SFRA 2023 Disruptive Imaginations
Events | Panel: Disrupting Speculative Finance
TU Dresden

This panel begins from the critical position that the hegemony of speculative finance demands new avenues for collective resistances created by its conditions, and that speculative fiction has the capacity to address this problem. The three papers are thus concerned with how speculative fiction mediates speculative finance. That is, rather than offering mere homologies – speculative finance is like magic, or time travel is like speculative finance – they instead argue that speculative fiction’s formal properties and narrative tropes offer unique ways for both representing and critically interrogating the abstract and virtual aspects of finance alongside their material instantiations and consequences.
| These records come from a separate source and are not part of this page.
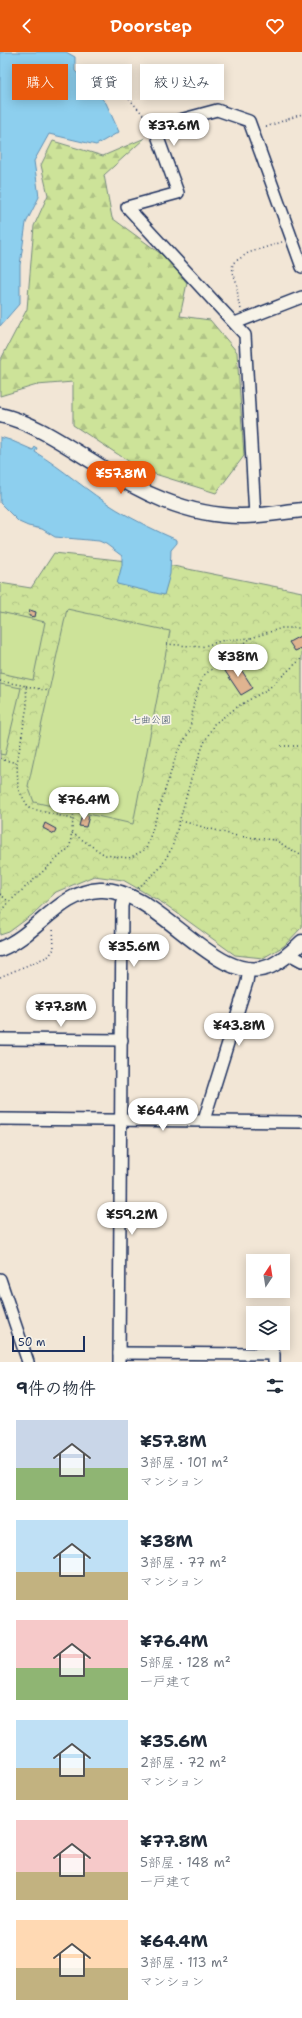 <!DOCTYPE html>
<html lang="ja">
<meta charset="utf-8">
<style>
:root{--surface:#fff;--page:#f6f6f7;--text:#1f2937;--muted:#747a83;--accent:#ea580c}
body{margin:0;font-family:"Shantell Sans","Klee One",sans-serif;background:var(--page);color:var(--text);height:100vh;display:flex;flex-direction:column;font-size:15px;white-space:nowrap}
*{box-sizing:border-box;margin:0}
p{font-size:13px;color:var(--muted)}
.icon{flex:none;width:22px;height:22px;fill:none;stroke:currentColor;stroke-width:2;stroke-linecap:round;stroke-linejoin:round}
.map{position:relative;height:1310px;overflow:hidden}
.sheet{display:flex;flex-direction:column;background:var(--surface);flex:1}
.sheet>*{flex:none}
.guide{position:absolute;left:12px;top:12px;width:278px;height:36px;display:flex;gap:8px}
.needle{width:26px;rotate:12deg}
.fabs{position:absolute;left:246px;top:1202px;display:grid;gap:8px}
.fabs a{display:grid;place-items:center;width:44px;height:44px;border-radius:0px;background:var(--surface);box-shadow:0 2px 10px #0003;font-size:20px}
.scale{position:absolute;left:12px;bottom:10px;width:73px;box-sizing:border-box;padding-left:4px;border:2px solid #1b2f5e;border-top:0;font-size:11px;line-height:14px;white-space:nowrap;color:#1b2f5e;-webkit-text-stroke:3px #f7f3e8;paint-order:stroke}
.price{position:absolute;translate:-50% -34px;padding:0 9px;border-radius:14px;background:#fff;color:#222;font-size:13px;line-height:26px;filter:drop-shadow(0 1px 2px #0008)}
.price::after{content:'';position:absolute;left:50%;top:24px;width:12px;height:9px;margin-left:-6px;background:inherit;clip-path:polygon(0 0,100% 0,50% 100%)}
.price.current{background:var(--accent);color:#fff}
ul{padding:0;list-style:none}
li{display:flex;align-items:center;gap:12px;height:100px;padding:0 16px}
li span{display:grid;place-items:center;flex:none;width:112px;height:80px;border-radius:0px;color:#555}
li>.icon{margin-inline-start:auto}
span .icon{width:48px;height:48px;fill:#fffc;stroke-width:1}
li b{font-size:17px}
h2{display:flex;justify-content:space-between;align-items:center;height:48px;padding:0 16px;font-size:17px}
.tag{padding:0 14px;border-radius:0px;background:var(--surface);box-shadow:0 2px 10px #0003;font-size:14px;line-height:36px}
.tag.current{background:var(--accent);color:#fff}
header{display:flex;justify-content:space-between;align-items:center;height:52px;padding:0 16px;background:var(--accent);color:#fff;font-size:18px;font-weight:600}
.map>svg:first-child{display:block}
</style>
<header><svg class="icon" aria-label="back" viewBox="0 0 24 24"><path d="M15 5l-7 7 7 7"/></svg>Doorstep<svg class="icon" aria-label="heart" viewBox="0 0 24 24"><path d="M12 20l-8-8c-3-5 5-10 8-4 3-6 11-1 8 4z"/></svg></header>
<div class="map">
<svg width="302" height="1310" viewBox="0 0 302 1310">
<defs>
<pattern id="forest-firs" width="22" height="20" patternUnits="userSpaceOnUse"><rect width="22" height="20" fill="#cde399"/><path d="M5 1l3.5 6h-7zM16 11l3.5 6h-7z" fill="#afc386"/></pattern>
<pattern id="park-crowns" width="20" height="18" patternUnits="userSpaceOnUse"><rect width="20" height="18" fill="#cde399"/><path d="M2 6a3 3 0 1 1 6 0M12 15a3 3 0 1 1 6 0" fill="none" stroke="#afc386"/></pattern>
</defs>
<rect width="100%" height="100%" fill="#f2e6d6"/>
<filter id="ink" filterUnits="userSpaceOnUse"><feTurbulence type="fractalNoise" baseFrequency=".025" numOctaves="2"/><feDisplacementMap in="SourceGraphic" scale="8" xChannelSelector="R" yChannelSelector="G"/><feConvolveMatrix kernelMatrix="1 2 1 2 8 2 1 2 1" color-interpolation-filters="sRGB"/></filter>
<g filter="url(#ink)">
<polygon fill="url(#forest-firs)" stroke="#74897c" points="145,86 104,123 112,166 168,207 187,231 180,264 210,268 237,300 244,404 216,441 142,418 73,373 73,330 37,333 0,344 0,309 27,257 34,174 48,143 41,113 53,89 103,104"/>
<polygon fill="url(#park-crowns)" stroke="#74897c" points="54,501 173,514 302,540 302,875 284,894 263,906 235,903 166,853 123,828 94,824 56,840 32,863 9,880 0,883 0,531 31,536"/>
<g fill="#cde399" stroke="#74897c">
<polygon points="67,557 170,579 133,772 34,750 28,734"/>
<polygon points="0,560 45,570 33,628 0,621"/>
<polygon points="0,632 21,636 5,703 0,702"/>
</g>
<g fill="#8dcfee" stroke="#5f8fb4">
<polygon points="0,0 66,0 75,5 75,19 106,51 119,80 96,93 49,82 34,109 39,145 26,171 20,213 20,251 0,274"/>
<path d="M0,385l10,3 23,10 2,-3 2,1 -2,4c28,17 53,40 81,57 20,12 40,22 61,31v3l-6,7 -1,24 -6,21 -47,-11 5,-19v-9l-16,-12 -7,-3 -44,-4 -13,-8 -14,-3 -9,-4 -19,-19z"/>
</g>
<g fill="#e0b490" stroke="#1b2f5e">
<polygon points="30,558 36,560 35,565 29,564"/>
<polygon points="302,583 302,596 295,599 289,590"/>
<polygon points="235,608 253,636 241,643 223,616"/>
<polygon points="82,763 89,764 86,775 79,774"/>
<polygon points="45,771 56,777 54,782 43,776"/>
</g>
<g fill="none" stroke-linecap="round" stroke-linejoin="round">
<g stroke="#1b2f5e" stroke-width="14">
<g id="minor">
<polyline points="235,271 302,245"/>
<polyline points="255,464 245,283 127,155 178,141 154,75 217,58 249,69 302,215"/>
<polyline points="289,902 302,909"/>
<polyline points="0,987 122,988"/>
<polyline points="0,1067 302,1070"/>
<polyline points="204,1068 247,930 249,916"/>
<polyline points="0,1227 28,1310"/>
<polyline points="119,1301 274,1302 274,1310"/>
<polyline points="119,1310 122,854 125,842"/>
</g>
</g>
<g stroke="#1b2f5e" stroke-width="17">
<g id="tertiary">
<path d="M0,363c35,8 65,30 95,48 44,29 92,53 146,53 21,0 41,-4 61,-6"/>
<path d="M0,897c37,-14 59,-57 100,-59 60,-3 115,100 171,76 12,-6 22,-15 31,-24"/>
</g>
</g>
<g stroke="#1b2f5e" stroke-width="1.5" stroke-dasharray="1 3" stroke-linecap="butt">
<polyline points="116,32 148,68"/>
<polyline points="266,75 302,62"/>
<path d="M241,257c-4,-8 -3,-15 -4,-23 -1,-9 -6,-13 -4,-23l15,-10 34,-11"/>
<polyline points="251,586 282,576 302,576"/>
<polyline points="0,629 26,634 27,654 17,711 18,737 29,756 72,767"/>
<polyline points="26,634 49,639"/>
<polyline points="281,694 302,694"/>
<polyline points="0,707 17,711"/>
<polyline points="181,769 237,784 275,788 302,804"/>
<polyline points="72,781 105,803 129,806 146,797 177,701 190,678 194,649 203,624 251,586 224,588 201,595 167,592"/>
<polyline points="138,836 160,816 172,796 191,727 204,691 214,672 240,653 268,637 302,606"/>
<polyline points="0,842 9,850"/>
<polyline points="0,862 9,850 70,795 74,759"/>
<polyline points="0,925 49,904 54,897 53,875"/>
</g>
<use href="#minor" stroke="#f7f3e8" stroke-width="11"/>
<use href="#tertiary" stroke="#f7f3e8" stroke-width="14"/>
</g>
</g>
<g text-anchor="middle" stroke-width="3.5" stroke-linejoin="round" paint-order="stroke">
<g font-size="10" fill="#3f536a" stroke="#f7f3e8">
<text x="151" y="671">七曲公園</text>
</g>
</g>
</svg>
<div class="fabs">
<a><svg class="needle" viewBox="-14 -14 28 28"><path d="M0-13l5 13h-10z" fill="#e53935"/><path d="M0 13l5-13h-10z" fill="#747a83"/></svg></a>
<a><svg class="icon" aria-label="layers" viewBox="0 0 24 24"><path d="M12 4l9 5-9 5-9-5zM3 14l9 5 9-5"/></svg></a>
</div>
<div class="scale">50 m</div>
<b class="price" style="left:174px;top:95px">¥37.6M</b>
<b class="price current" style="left:121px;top:443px">¥57.8M</b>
<b class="price" style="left:238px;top:626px">¥38M</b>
<b class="price" style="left:84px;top:769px">¥76.4M</b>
<b class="price" style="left:134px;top:916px">¥35.6M</b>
<b class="price" style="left:61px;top:976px">¥77.8M</b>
<b class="price" style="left:239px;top:995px">¥43.8M</b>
<b class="price" style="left:163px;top:1080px">¥64.4M</b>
<b class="price" style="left:132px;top:1184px">¥59.2M</b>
<div class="guide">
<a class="tag current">購入</a>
<a class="tag">賃貸</a>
<a class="tag">絞り込み</a>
</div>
</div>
<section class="sheet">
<h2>9件の物件<svg class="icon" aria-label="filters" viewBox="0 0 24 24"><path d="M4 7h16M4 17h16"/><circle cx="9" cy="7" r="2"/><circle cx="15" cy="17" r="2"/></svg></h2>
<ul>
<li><span style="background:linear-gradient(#c9d6e8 60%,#8fb573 0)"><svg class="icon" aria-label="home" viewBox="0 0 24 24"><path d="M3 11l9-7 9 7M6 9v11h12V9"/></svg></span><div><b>¥57.8M</b><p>3部屋 · 101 m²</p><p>マンション</p></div></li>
<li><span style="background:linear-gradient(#bfe0f5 65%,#c2b280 0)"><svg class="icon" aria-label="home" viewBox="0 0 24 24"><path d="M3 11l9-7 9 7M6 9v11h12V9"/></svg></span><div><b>¥38M</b><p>3部屋 · 77 m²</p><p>マンション</p></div></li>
<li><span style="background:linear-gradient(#f6c9c9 60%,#8fb573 0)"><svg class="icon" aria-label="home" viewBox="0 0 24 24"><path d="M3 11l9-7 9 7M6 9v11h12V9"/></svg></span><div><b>¥76.4M</b><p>5部屋 · 128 m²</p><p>一戸建て</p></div></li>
<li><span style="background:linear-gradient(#bfe0f5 60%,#c2b280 0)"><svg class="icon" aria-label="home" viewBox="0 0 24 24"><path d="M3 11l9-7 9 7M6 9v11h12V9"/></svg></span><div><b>¥35.6M</b><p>2部屋 · 72 m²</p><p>マンション</p></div></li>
<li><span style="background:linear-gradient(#f6c9c9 65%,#c2b280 0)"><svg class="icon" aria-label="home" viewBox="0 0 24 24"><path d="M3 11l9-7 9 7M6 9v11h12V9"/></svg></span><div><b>¥77.8M</b><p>5部屋 · 148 m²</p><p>一戸建て</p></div></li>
<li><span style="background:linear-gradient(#ffd9b3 60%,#c2b280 0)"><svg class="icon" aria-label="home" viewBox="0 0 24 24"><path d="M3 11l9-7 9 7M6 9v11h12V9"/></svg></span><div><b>¥64.4M</b><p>3部屋 · 113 m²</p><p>マンション</p></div></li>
</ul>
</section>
As such, it is organized around a series of related questions: What is the logical and structural relationship between speculative fiction and speculative finance? What new conceptual tools are necessary to combat the financialization of everyday life? If finance outstrips older modes of leftist analysis and resistance, what new modes might be brought to light by speculative fiction’s entanglement with speculative finance? How can we conceive of futures outside of the grip of financialized capitalist realism?

The panel thus seeks to intervene in the shopworn assumptions that the virtual or immaterial aspects of speculative finance simply escape understanding and representation, as such assertions render the contemporary financialized global economy either opaque or phantasmagorical. They argue that making the structure of finance legible to representation is all the more necessary as finance has evolved into a semi-autonomous sphere in the contemporary economy and as the principal driver of accumulation. To invoke the language of the conference cfp, then, the panel ultimately proposes to interrogate how sf disrupts finance capital’s “entrenched narratives and worldmaking practices.” As such, this is not only a critical project, but a utopian one as well in that the panel interrogates not only representations of finance, but also reveals how such speculative modes of mediation reposition finance as a historical, material force, and thus one that can be actively resisted.